Tout cela étant dit : l'art brut, la gangue et les crapauds sont un point de départ. J'ai beaucoup de considération pour les frontières qu'en 1975, Jean Dubuffet avait fermement tracé autour de sa collection comme en travers d'elle*. Non seulement j'aime à les explorer, mais je pourrais aussi être complètement ailleurs. Je ne parlerai donc pas que d'"Art Brut" (avec majuscules), c'est-à-dire des œuvres représentées dans les collections assermentées. Je parlerai aussi d'art "brut et apparenté" (hors-les-normes, différencié, spontané, naïf, populaire, étonnant...) et même peut-être d'art "culturel" (contemporain ou de tous les temps), de cinéma, de photographie... Je parlerai enfin de choses embryonnaires, mêlées, de choses qui ne sont collectionnées par personne, et qui ne portent pas de nom.
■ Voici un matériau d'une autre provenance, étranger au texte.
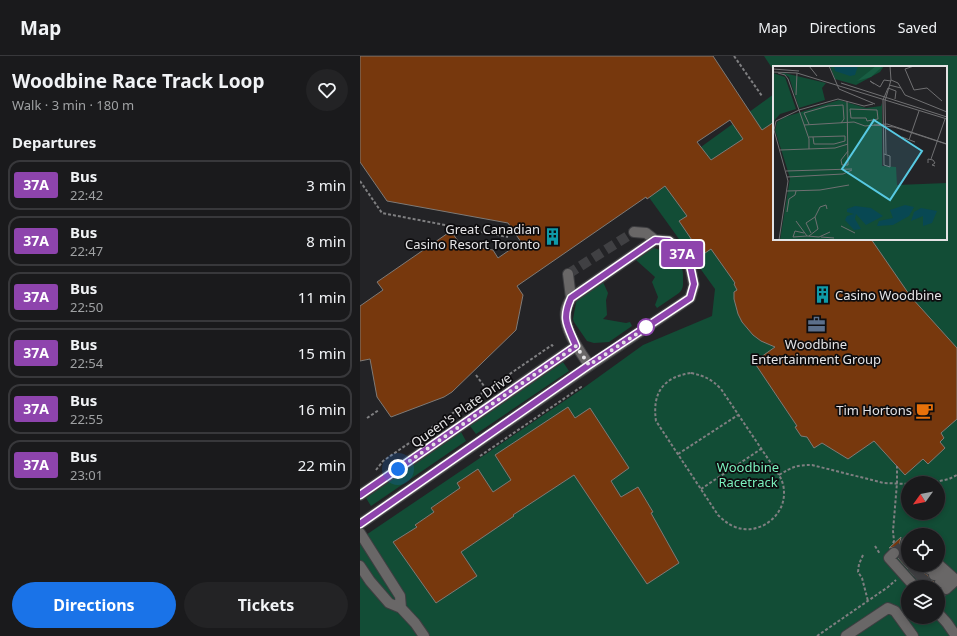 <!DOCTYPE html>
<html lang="en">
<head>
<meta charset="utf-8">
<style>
  body { margin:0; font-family:"Noto Sans",sans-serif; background:#232325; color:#f1f3f6; height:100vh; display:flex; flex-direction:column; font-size:15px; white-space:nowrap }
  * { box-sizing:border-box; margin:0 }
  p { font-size:13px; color:#9fa1a3 }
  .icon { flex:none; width:22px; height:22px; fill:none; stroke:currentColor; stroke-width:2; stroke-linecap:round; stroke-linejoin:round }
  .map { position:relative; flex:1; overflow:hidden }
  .drawer { display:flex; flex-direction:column; background:#1a1a1c; width:360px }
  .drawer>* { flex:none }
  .badge { padding:0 8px; border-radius:3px; font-size:14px; line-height:26px }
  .needle { width:26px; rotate:237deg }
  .fabs { position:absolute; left:541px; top:420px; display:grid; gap:8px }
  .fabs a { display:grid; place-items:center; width:44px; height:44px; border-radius:50%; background:#1a1a1c; box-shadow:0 2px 6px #0003,0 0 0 1px #38383b; font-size:20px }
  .you { position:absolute; width:20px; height:20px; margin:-10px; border:3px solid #fff; border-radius:50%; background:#1a73e8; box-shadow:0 0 0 6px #1a73e833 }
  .map>.badge { position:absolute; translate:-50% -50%; box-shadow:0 0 0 2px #fff }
  h2 { padding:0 12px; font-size:15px; line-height:36px }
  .round { display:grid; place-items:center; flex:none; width:42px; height:42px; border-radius:21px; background:#232325 }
  .overview { display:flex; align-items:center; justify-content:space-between; height:68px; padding:0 12px }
  h1 { font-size:19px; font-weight:700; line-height:30px }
  .action { display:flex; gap:8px; margin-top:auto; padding:8px 12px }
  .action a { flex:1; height:46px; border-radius:24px; background:#1a73e8; color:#fff; font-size:16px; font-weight:700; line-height:46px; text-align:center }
  .action a+a { background:#232325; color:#f1f3f6 }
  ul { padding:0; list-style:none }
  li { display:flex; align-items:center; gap:12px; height:50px; margin:0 8px 6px; padding:0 4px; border:2px solid #38383b; border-radius:12px }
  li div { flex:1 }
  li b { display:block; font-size:15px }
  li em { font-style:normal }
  li .badge { min-width:44px; font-weight:700; text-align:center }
  header { display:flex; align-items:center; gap:24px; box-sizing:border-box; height:56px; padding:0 20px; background:#1a1a1c; border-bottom:1px solid #38383b }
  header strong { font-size:19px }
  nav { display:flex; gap:22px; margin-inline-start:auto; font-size:14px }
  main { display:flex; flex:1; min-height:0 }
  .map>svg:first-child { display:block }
  .green { fill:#124d36; fill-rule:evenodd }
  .building { fill:#77380d; stroke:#7e7a77; fill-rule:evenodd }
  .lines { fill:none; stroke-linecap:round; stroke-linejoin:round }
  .minor-tunnel { stroke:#404043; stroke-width:10; stroke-dasharray:10 5; stroke-linecap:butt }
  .minor-casing { stroke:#3e3e41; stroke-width:12 }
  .path { stroke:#7f7f81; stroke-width:2; stroke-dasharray:3 2; stroke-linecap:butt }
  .minor { stroke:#696767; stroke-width:10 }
  .line-casing { stroke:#fff; stroke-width:9 }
  .line { stroke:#8e44ad; stroke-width:6 }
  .walk { stroke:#e4e3e5; stroke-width:4; stroke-dasharray:0 7.2 }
  .stop-dot { fill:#fff; stroke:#8e44ad; stroke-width:2 }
  .labels { text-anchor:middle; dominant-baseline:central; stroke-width:3.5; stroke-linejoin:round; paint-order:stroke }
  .poi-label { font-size:13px; fill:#e4e3e5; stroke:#0d0c0e; text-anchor:end }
  .street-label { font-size:13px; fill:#e4e3e5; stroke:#0d0c0e }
  .park-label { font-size:13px; fill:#7bf2be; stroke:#0d0c0e }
  .inset-road { fill:none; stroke:#707072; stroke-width:1 }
  .view { fill:#57c9e2; fill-opacity:0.15; stroke:#57c9e2; stroke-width:2 }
  .inset-edge { fill:none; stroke:#e4e3e5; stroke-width:2 }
</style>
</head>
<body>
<header>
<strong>Map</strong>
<nav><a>Map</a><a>Directions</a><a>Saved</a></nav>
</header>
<main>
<section class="drawer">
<div class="overview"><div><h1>Woodbine Race Track Loop</h1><p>Walk · 3 min · 180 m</p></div><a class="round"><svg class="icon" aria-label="heart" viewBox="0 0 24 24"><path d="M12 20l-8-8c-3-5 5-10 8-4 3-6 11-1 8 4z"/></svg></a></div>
<h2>Departures</h2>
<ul>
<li><span class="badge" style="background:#8e44ad;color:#fff">37A</span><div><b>Bus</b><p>22:42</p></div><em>3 min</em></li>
<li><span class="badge" style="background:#8e44ad;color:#fff">37A</span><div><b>Bus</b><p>22:47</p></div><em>8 min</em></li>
<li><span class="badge" style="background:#8e44ad;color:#fff">37A</span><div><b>Bus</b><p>22:50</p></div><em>11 min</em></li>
<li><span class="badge" style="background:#8e44ad;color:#fff">37A</span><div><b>Bus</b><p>22:54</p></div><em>15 min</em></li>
<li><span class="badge" style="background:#8e44ad;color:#fff">37A</span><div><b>Bus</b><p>22:55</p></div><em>16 min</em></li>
<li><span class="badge" style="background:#8e44ad;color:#fff">37A</span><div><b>Bus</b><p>23:01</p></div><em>22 min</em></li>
</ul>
<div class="action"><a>Directions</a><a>Tickets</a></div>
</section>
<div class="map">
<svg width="597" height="580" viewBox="0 0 597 580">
  <rect width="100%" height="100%" fill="#232326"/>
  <!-- green -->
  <path class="green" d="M404 0H597V580H0V483L222 333 283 289 352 260 355 233 283 133 414 38V183H586V11H414V15ZM548 427H578V457H548ZM548 479H578V509H548ZM548 531H578V561H548Z
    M294 192C306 195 317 201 322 213 323 215 323 219 323 222 323 228 324 232 319 237L297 252 295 249 298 241 292 226 295 221 276 204 291 193Z
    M243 226 248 237 246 244 247 259 243 263 266 267 270 266 272 270 249 286 234 287 227 285 214 266 213 263 216 247 217 244Z
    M203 306 209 315 116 378 110 370Z
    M101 376 106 385 11 450 6 442Z"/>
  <!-- building -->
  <path class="building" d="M0 0H353L402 74 414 66V183H511L551 241 597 292V363L581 377 584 382 580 386 585 392 568 408 563 403 545 419 514 385 488 403 462 387 454 392 447 381 441 380 435 371 437 370 394 306 415 291 401 285 393 279 382 266 378 258 374 243V236L377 234 374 228 375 227 351 193 342 199 319 165 327 160 305 130 287 143 286 141 157 230 163 239 156 274 92 336 84 341 31 361 17 341 10 303 0 305V250L23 234 17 226 91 175 100 188 133 194 138 202 161 186 148 167 27 145 0 106ZM370 64 383 83 351 104 337 86Z
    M208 351 215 362 230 352 269 412 251 425 261 441 278 431 293 456 291 457 319 507 287 528 214 419 153 459 154 460 101 496 117 520 76 547 33 486 57 471 55 469 74 456 71 452 100 432 97 427 118 413 133 436 151 424 135 399Z
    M541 481 540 486V489L544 493H548V509H564L563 514 564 517 568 519 569 524 574 525V528L576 531H564L538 502 540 498 539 493 535 491 529 492Z"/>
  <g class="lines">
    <!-- minor-tunnel -->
    <path class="minor-tunnel" d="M208 218 274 176
      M534 497 546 487
      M540 504 548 497
      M546 511 548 509
      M551 517 560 509
      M557 524 569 513
      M562 529 574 519
      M578 540 586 533"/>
    <defs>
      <path id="minor" d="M274 176 286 177 295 184
        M208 218 211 242
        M0 439 216 290
        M0 468 214 320 330 242 334 229 330 209 320 194 309 185 295 184 211 242C209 246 207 250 206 254 203 273 219 294 229 309
        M0 477 40 540 41 552
        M546 487 548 485
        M534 497 529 502 555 531
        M578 508 597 525
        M0 510 10 525 29 547 41 552 55 567 64 580
        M569 513 574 509
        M574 519 582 512
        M580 526 589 518
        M586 533 596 524
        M578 557 587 567 596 580
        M486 580 528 552 535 555 553 580"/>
    </defs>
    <!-- minor casing -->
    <use href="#minor" class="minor-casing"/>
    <!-- path -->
    <path class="path" d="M374 0 402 40
      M0 125 22 157 148 181
      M331 317C345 320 351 323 361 333L419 419C422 424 424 430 424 436 425 461 398 480 375 471 368 468 363 464 358 459L296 365C292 337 303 321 331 317Z
      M116 319 124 330
      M7 362 19 354
      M318 398 378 359
      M120 400 221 331 220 329
      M16 414 23 405 192 289 194 292
      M419 419C432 411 436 409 452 409L524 427 548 428
      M570 427 589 423 597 419
      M341 433 401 393
      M533 487 534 485 533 475 537 427V410
      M515 490 520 498
      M503 499 499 508 498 516 502 522 508 545
      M457 580 528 531 536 524"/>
    <!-- minor -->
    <use href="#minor" class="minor"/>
  </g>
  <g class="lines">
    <defs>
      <path id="line" d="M0 439 216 290C208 270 201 264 211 242L295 184 309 185 320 194 330 209 334 228 330 242 229 309 0 468"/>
    </defs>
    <!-- line casing -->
    <use href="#line" class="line-casing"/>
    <!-- line -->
    <use href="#line" class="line"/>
    <!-- walk -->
    <path class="walk" d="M38 413 216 290 229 309 292 268 286 271"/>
  </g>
  <!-- icons -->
  <defs>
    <symbol id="building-bare" viewBox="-9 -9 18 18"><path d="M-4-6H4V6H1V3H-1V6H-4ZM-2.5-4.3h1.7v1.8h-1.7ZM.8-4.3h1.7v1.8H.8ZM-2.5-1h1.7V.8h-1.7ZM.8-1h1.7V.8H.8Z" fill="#0f9aa8" stroke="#0d0c0e" stroke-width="2.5" paint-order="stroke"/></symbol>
    <symbol id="office-bare" viewBox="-9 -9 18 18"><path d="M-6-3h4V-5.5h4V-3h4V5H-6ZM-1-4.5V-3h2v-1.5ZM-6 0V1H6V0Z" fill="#5c6f8a" stroke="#0d0c0e" stroke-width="2.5" paint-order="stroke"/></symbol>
    <symbol id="cafe-bare" viewBox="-9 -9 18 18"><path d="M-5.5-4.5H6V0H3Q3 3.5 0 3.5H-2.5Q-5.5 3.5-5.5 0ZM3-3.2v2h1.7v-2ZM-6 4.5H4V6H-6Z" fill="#e8710a" stroke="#0d0c0e" stroke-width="2.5" paint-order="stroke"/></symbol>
  </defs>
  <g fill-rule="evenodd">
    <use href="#building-bare" x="180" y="168" width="25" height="25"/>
    <use href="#building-bare" x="450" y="226" width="25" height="25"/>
    <use href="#office-bare" x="444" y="256" width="25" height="25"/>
    <use href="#cafe-bare" x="552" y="342" width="25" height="25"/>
  </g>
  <!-- markers -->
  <circle class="stop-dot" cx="286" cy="271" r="8"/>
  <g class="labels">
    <!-- poi labels -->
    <g class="poi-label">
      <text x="180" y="173">Great Canadian<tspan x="180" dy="15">Casino Resort Toronto</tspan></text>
      <text x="475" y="239" text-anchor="start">Casino Woodbine</text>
      <text x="456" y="288" text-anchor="middle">Woodbine<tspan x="456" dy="15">Entertainment Group</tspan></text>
      <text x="552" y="354">Tim Hortons</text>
    </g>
    <!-- street labels -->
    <g class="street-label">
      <text transform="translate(101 354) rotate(-35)">Queen's Plate Drive</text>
    </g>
    <!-- park labels -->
    <g class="park-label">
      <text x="388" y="411">Woodbine<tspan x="388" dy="15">Racetrack</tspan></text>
    </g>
  </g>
  <!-- overview -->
  <g transform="translate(413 10)">
    <rect width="174" height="174" fill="#232326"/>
    <path d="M57 0H111L107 6 83 19 62 13ZM7 6 53 17 49 22 52 34 26 42 16 11ZM0 7 12 11 23 43 7 48 0 56ZM66 34 93 42 108 40 109 37V100L123 101 124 119 174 117V174H7L17 112 2 64 4 56 12 51Z" fill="#124d36"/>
    <path d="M103 0H110L98 11 84 15Z" fill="#185e43"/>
    <path d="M61 0H85L82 9 77 10 62 5ZM132 139 141 141 136 150 120 159 104 160 106 155 120 152 117 144ZM82 140 98 142 110 150 93 159 83 148 82 153 88 163 81 164 72 154 74 150 81 148 74 146V143ZM148 142 164 145 159 157 150 160V150L138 155 141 146Z" fill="#084853"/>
    <path class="inset-road" d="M36 0 44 10M56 0 66 23 102 38M141 0 132 3 141 24 154 22 169 35M0 3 26 5M0 6 24 7 174 53M5 7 12 9 15 13 26 44M118 14 125 17 132 29 174 46M68 17 174 51M101 18 97 15 107 21 111 14 118 15M116 19 128 22M115 22 123 25 122 33M23 29 24 7M74 35 75 99H69L68 94 75 85M77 43 104 44 105 53 94 55 93 52H78ZM26 44 36 73V83M36 58 31 47 55 40 70 39 71 53 68 57M31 59 81 56 92 60 114 58 174 78M101 59 121 61 173 78M36 71 72 70M40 71 41 78H61L72 75V70M129 71 142 76M136 74 146 45M7 84 62 82 75 78M111 88 117 90V101L111 99 110 34 115 22M113 88 112 35 118 14 117 0M158 93 172 53M155 97V93L160 94 162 97 159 99 162 100M13 105 79 103M14 111 70 108 79 104M14 125 47 124 76 119M14 146 16 133 22 129 23 125M23 155 34 170 46 171 57 166M68 160 82 167M31 167 22 165 20 171 34 170M38 167 33 157 42 151M36 170 45 163 42 151 47 141 53 139 54 143M48 171 61 172M6 174 15 115 1 64 3 55 26 44 65 33 91 40 100 38"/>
    <path class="view" d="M101 54 149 85 117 134 69 103Z"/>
    <rect width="174" height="174" class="inset-edge"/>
  </g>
</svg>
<div class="fabs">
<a><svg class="needle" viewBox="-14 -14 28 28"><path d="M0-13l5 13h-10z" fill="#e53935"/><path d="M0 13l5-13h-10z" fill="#9fa1a3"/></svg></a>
<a><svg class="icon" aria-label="locate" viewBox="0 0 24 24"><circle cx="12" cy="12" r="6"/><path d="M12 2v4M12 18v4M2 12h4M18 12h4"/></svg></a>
<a><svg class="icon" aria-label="layers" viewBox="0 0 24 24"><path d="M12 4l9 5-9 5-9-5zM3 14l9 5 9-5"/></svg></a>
</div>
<div class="you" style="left:38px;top:413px"></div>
<b class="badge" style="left:322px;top:198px;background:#8e44ad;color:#fff">37A</b>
</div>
</main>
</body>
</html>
*Avant l'inauguration de La Collection de L'Art Brut de Lausanne, Jean Dubuffet a coupé sa collection en deux : une partie correspondait à une critériologie très exigeante concernant l'asocialité des auteurs (l'art brut), et l'autre, baptisée "Neuve invention", était réservée à des auteurs "subversifs" (insérés, mais en porte-à-faux relativement à la Culture). Evidemment, au cas par cas, la frontière se trouble et perd en légitimité. En parallèle, Jean Dubuffet tenait à distinguer l'art brut des productions émanant des nouvelles pratiques d'art thérapie car selon lui, elles répondaient à une commande du personnel soignant, commande comparable à celle du marché et des institutions culturelle bien que sa visée et son résultat diffèrent. Mais aujourd'hui, les activités accueillies en "atelier protégé" apparaissent très hétérogènes, et derrière cette hétérogénéité se cachent des enjeux qui peuvent concerner l'art brut ou contemporain.